Scott Langdon 00:17: This is God: An Autobiography, The Podcast. A dramatic adaptation and continuing discussion of the book God: An Autobiography, As Told To A Philosopher by Jerry L. Martin. He was a lifelong agnostic, but one day he had an occasion to pray. To his vast surprise, God answered- in words. Being a philosopher, he had a lot of questions, and God had a lot to tell him. Welcome to God: An Autobiography, The Podcast. 
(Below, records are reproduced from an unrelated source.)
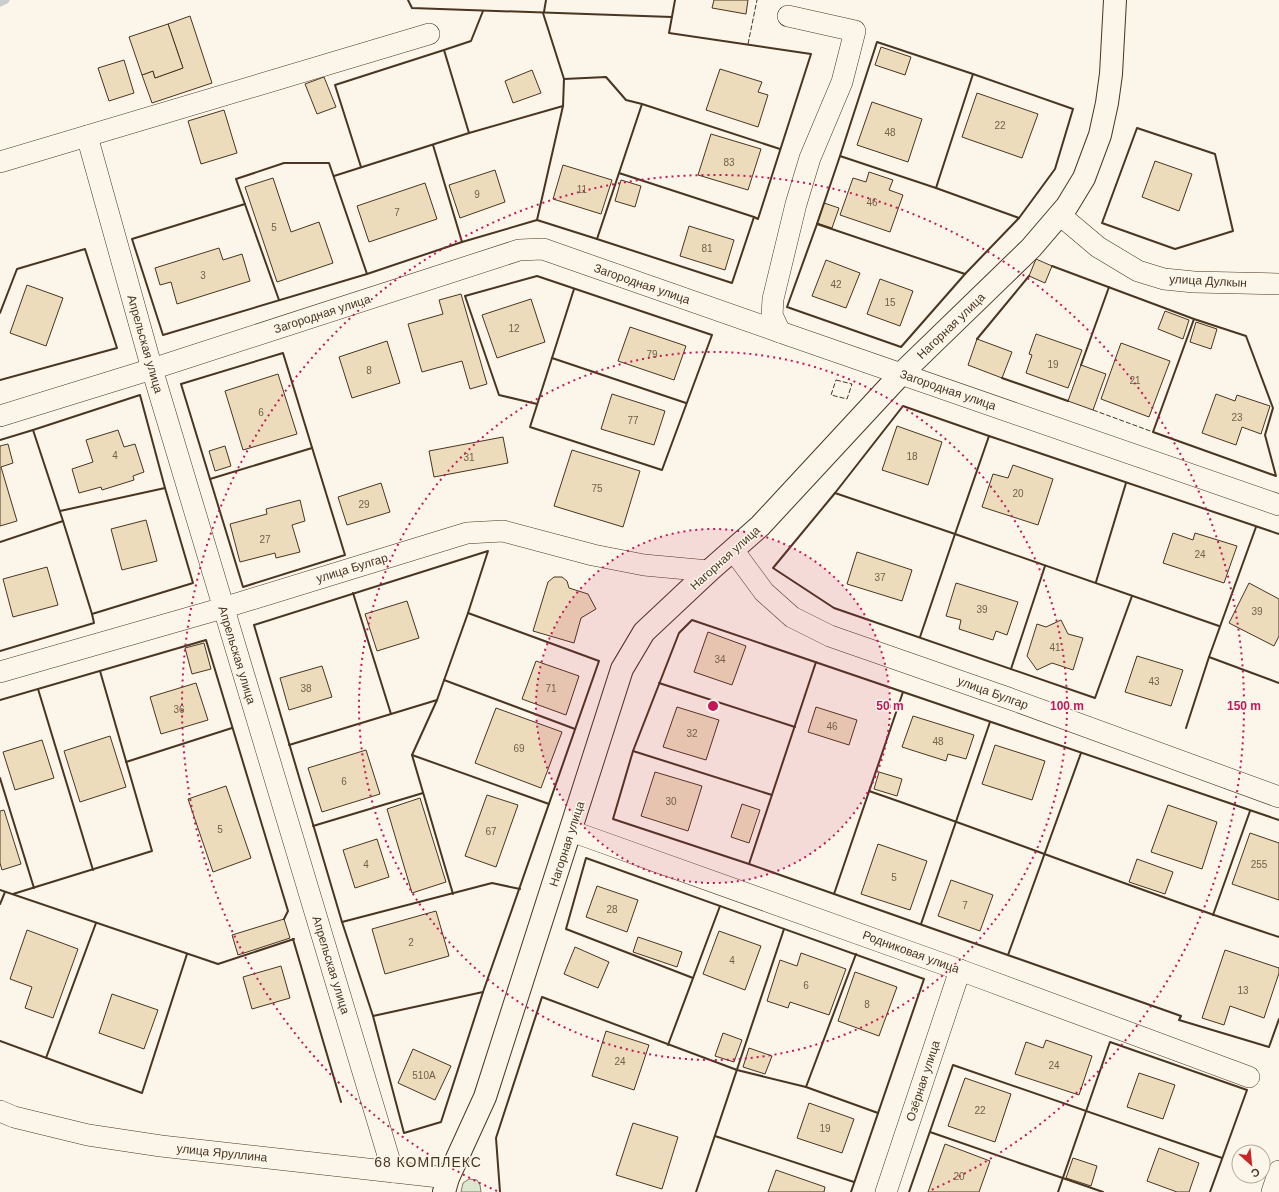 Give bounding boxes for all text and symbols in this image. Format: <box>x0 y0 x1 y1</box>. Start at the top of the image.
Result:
house number: 22 <box>994 120 1006 131</box>
house number: 48 <box>884 127 896 138</box>
house number: 83 <box>723 157 735 168</box>
house number: 11 <box>577 184 588 195</box>
house number: 9 <box>474 189 480 200</box>
house number: 46 <box>866 197 878 208</box>
house number: 7 <box>394 207 400 218</box>
house number: 5 <box>271 222 277 233</box>
house number: 81 <box>701 243 713 254</box>
street label: Загородная улица <box>592 261 692 307</box>
house number: 3 <box>200 270 206 281</box>
street label: улица Дулкын <box>1169 272 1247 290</box>
house number: 42 <box>830 279 842 290</box>
street label: Нагорная улица <box>914 290 988 362</box>
street label: Загородная улица <box>272 292 372 336</box>
street label: Апрельская улица <box>124 293 166 395</box>
house number: 15 <box>884 297 896 308</box>
house number: 12 <box>508 323 520 334</box>
house number: 79 <box>646 349 658 360</box>
house number: 19 <box>1047 359 1059 370</box>
house number: 8 <box>366 365 372 376</box>
street label: Загородная улица <box>898 367 998 413</box>
house number: 21 <box>1129 375 1141 386</box>
house number: 6 <box>258 407 264 418</box>
house number: 23 <box>1231 412 1243 423</box>
house number: 77 <box>627 415 639 426</box>
house number: 4 <box>112 450 118 461</box>
house number: 18 <box>906 451 918 462</box>
house number: 31 <box>463 452 475 463</box>
house number: 75 <box>591 483 603 494</box>
house number: 20 <box>1012 488 1024 499</box>
house number: 29 <box>358 499 370 510</box>
street label: Нагорная улица <box>687 523 763 593</box>
house number: 27 <box>259 534 271 545</box>
house number: 24 <box>1194 549 1206 560</box>
street label: улица Булгар <box>315 550 390 586</box>
house number: 37 <box>874 572 886 583</box>
street label: Апрельская улица <box>215 604 259 706</box>
house number: 39 <box>976 604 988 615</box>
house number: 39 <box>1251 606 1263 617</box>
house number: 41 <box>1049 642 1061 653</box>
house number: 34 <box>714 654 726 665</box>
street label: улица Булгар <box>956 674 1031 712</box>
house number: 43 <box>1148 676 1160 687</box>
house number: 38 <box>300 683 312 694</box>
house number: 71 <box>545 683 557 694</box>
centre of rings <box>706 699 720 713</box>
text: 50 m <box>876 699 904 713</box>
text: 100 m <box>1050 699 1084 713</box>
text: 150 m <box>1227 699 1261 713</box>
house number: 36 <box>173 704 185 715</box>
house number: 46 <box>826 721 838 732</box>
house number: 32 <box>686 728 698 739</box>
house number: 48 <box>932 736 944 747</box>
house number: 69 <box>513 743 525 754</box>
house number: 6 <box>341 776 347 787</box>
house number: 30 <box>665 796 677 807</box>
street label: Нагорная улица <box>547 799 587 888</box>
house number: 5 <box>217 824 223 835</box>
house number: 67 <box>485 826 497 837</box>
house number: 4 <box>363 859 369 870</box>
house number: 255 <box>1251 859 1268 870</box>
house number: 5 <box>891 872 897 883</box>
house number: 7 <box>962 900 968 911</box>
house number: 28 <box>606 904 618 915</box>
street label: Апрельская улица <box>309 914 353 1016</box>
street label: Родниковая улица <box>861 928 962 976</box>
house number: 2 <box>408 937 414 948</box>
house number: 4 <box>729 955 735 966</box>
house number: 6 <box>803 980 809 991</box>
house number: 13 <box>1237 985 1249 996</box>
house number: 8 <box>864 999 870 1010</box>
street label: Озёрная улица <box>903 1038 943 1123</box>
house number: 24 <box>614 1056 626 1067</box>
house number: 24 <box>1048 1060 1060 1071</box>
house number: 510А <box>412 1070 436 1081</box>
house number: 22 <box>974 1105 986 1116</box>
house number: 19 <box>819 1123 831 1134</box>
street label: улица Яруллина <box>176 1141 268 1165</box>
north arrow <box>1231 1144 1271 1184</box>
district label: 68 КОМПЛЕКС <box>374 1154 482 1170</box>
text: С <box>1249 1166 1262 1180</box>
house number: 20 <box>953 1171 965 1182</box> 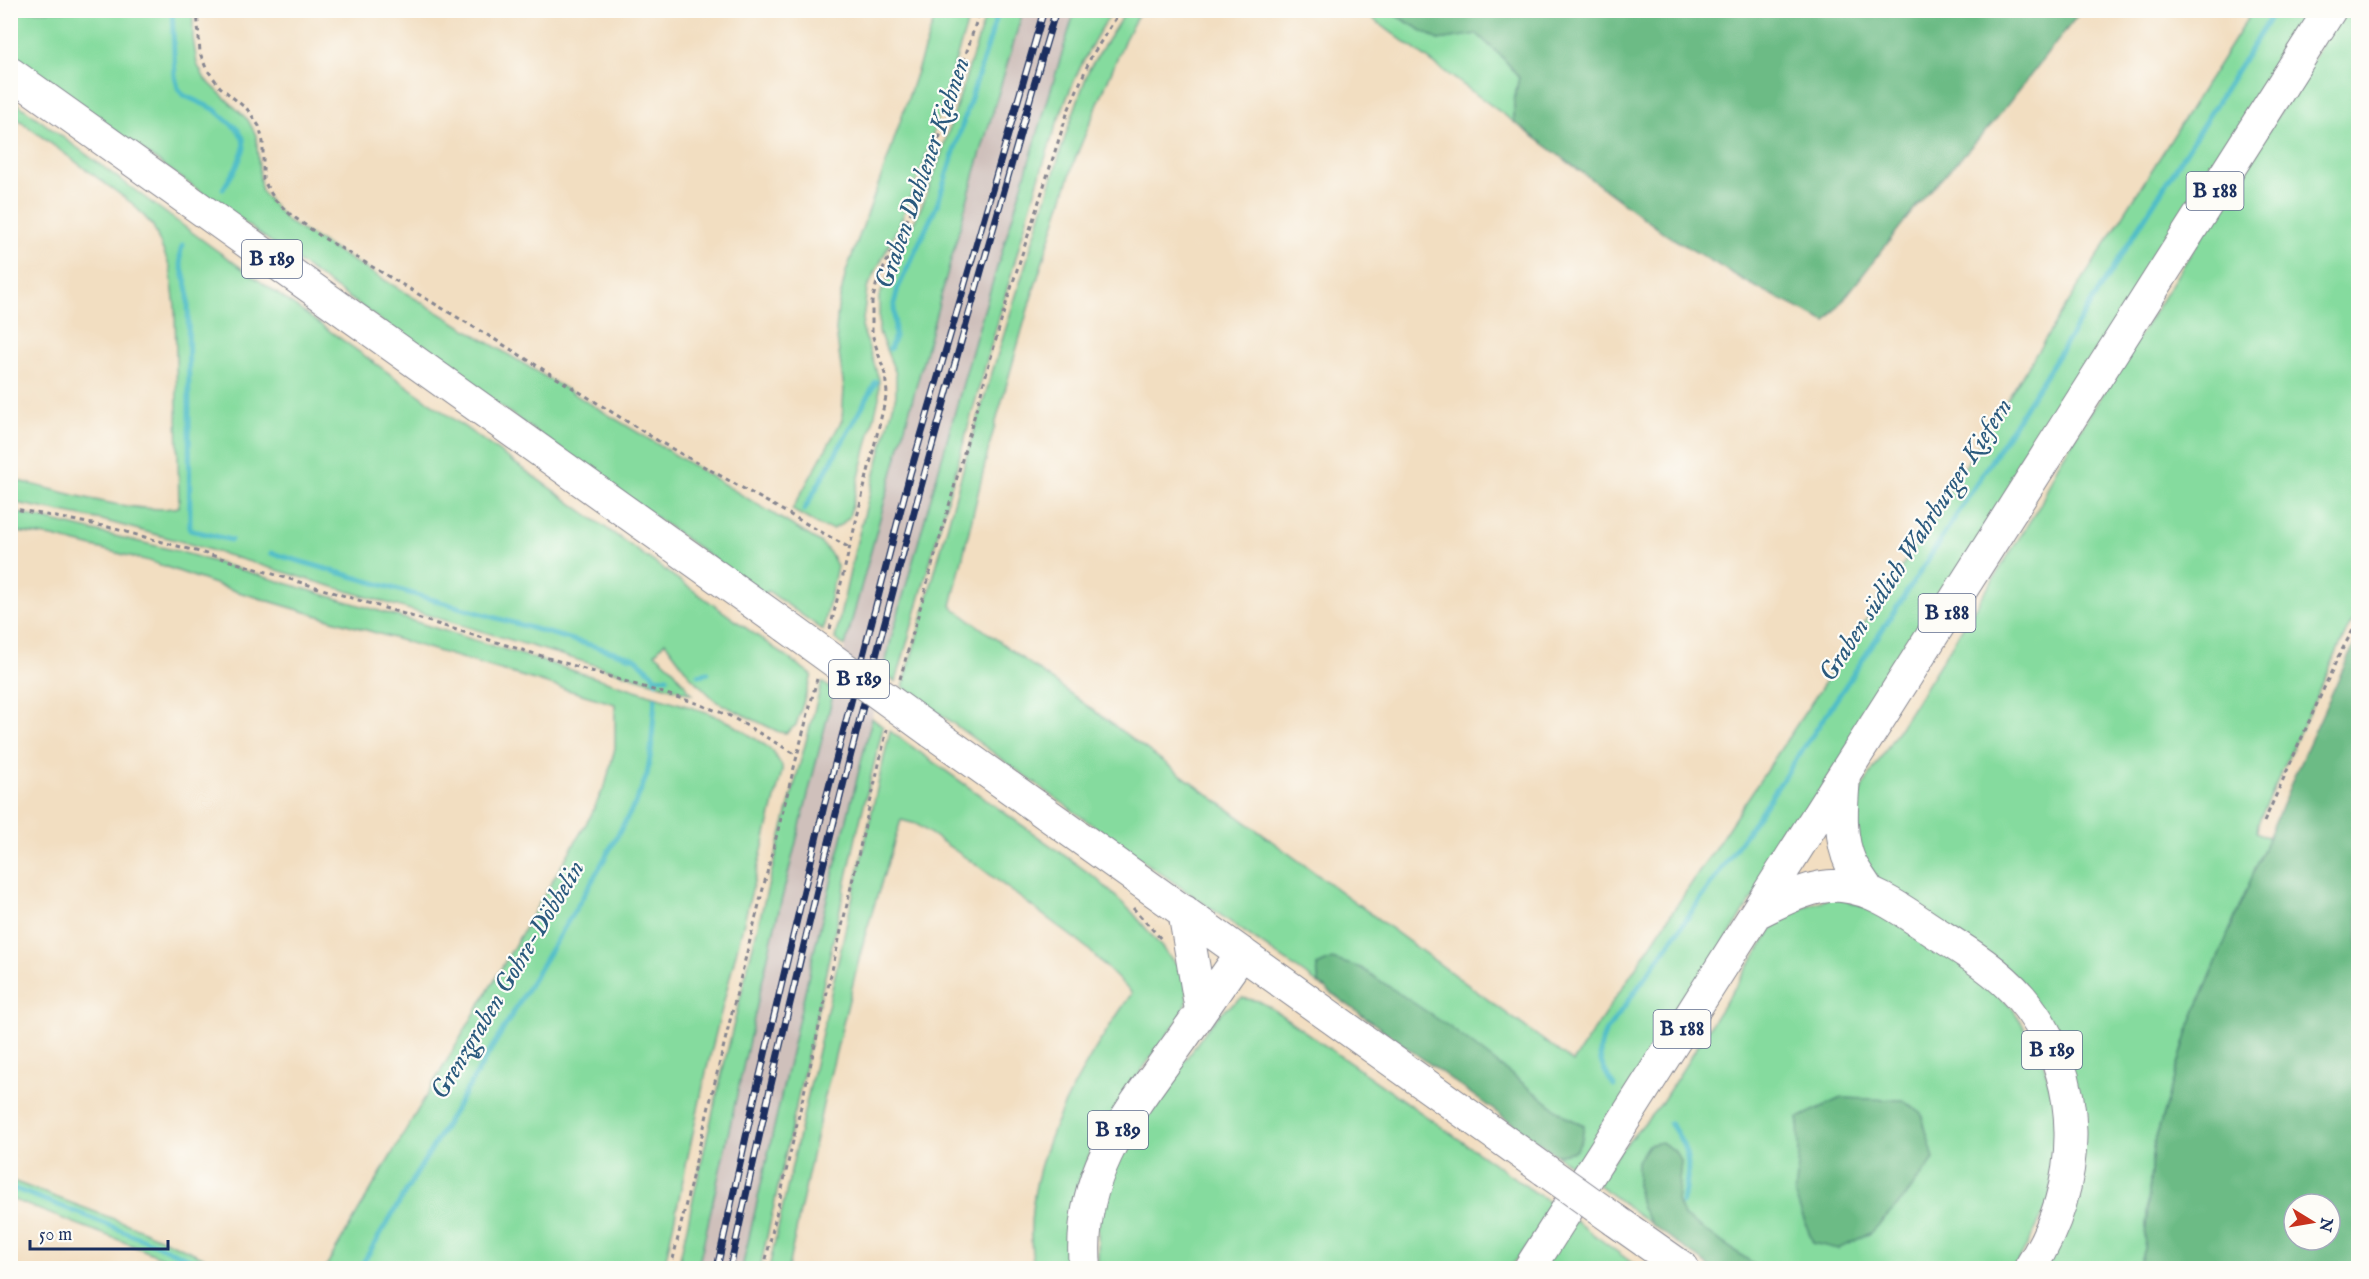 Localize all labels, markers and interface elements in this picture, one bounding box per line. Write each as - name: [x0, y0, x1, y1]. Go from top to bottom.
- water label: Graben Dahlener Kiehnen: [868, 53, 978, 293]
- road number: B 188: [2186, 172, 2244, 210]
- road number: B 189: [242, 240, 302, 278]
- water label: Graben südlich Wahrburger Kiefern: [1812, 392, 2021, 689]
- road number: B 188: [1918, 594, 1976, 632]
- road number: B 189: [829, 660, 889, 698]
- water label: Grenzgraben Gohre-Döbbelin: [423, 854, 593, 1106]
- road number: B 188: [1654, 1010, 1710, 1048]
- road number: B 189: [2022, 1031, 2082, 1069]
- road number: B 189: [1088, 1111, 1148, 1149]
- north arrow: [2282, 1192, 2342, 1252]
- scale bar: [30, 1213, 168, 1251]
- text: N: [2314, 1215, 2336, 1233]
- text: 50 m: [39, 1224, 72, 1247]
Scott Langdon 01:09: I'm Scott Langdon, and today Jerry speaks with his longtime friend, Dr. Michael Poliakoff about episode 15. A New Journey Begins for this, our latest edition of The Life Wisdom Project. It's in episode 15 that God says to Jerry pure being is not an abstraction but a living force focused personally. In many ways, that understanding is at the heart of what God wants us to know and has always wanted us to understand throughout the course of humanity's development. In today's episode, Jerry and Michael talk about some of the ways in which God struggles with us in our development as we deal with, among other things, what is sometimes called the evil urge. Here now is Jerry to tell you a little bit more about Michael. I hope you enjoy the episode. 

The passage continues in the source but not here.